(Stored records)
• • • • • • •
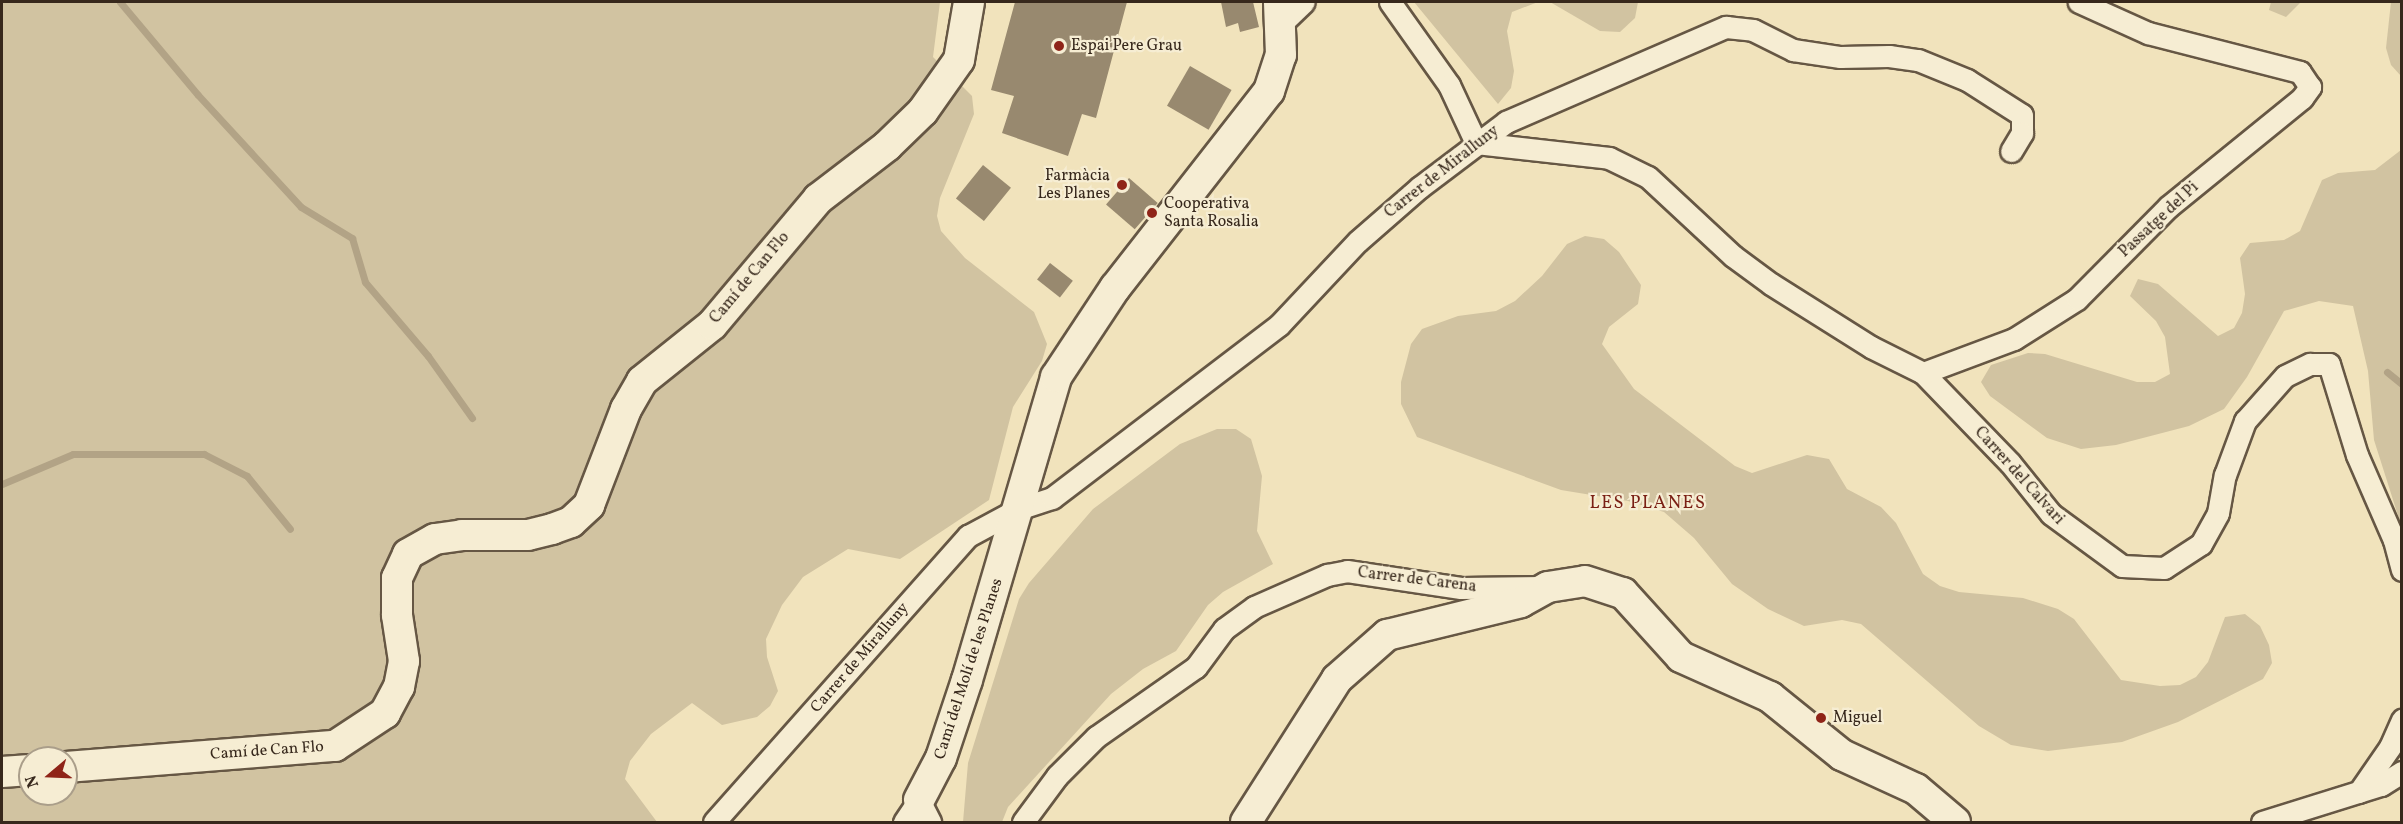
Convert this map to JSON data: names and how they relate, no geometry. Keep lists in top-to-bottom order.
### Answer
{
  "streets": {
    "street": [
      "Carrer de Miralluny",
      "Passatge del Pi",
      "Camí de Can Flo",
      "Carrer del Calvari",
      "Carrer de Carena",
      "Camí del Molí de les Planes"
    ]
  },
  "crossings": [
    ["Carrer de Miralluny", "Camí del Molí de les Planes"],
    ["Passatge del Pi", "Carrer del Calvari"]
  ],
  "districts": ["LES PLANES"],
  "places": [
    "Espai Pere Grau",
    "Farmàcia Les Planes",
    "Cooperativa Santa Rosalia",
    "Miguel"
  ],
  "north": "left"
}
• • • • • • •
- **WHAT THE TASK REQUIRES**: The records above must be copied exactly, with no pictures carried over.

- **YOUR SOLUTION**:
Convert this map to JSON data: names and how they relate, no geometry. Keep lists in top-to-bottom order.
### Answer
{
  "streets": {
    "street": [
      "Carrer de Miralluny",
      "Passatge del Pi",
      "Camí de Can Flo",
      "Carrer del Calvari",
      "Carrer de Carena",
      "Camí del Molí de les Planes"
    ]
  },
  "crossings": [
    ["Carrer de Miralluny", "Camí del Molí de les Planes"],
    ["Passatge del Pi", "Carrer del Calvari"]
  ],
  "districts": ["LES PLANES"],
  "places": [
    "Espai Pere Grau",
    "Farmàcia Les Planes",
    "Cooperativa Santa Rosalia",
    "Miguel"
  ],
  "north": "left"
}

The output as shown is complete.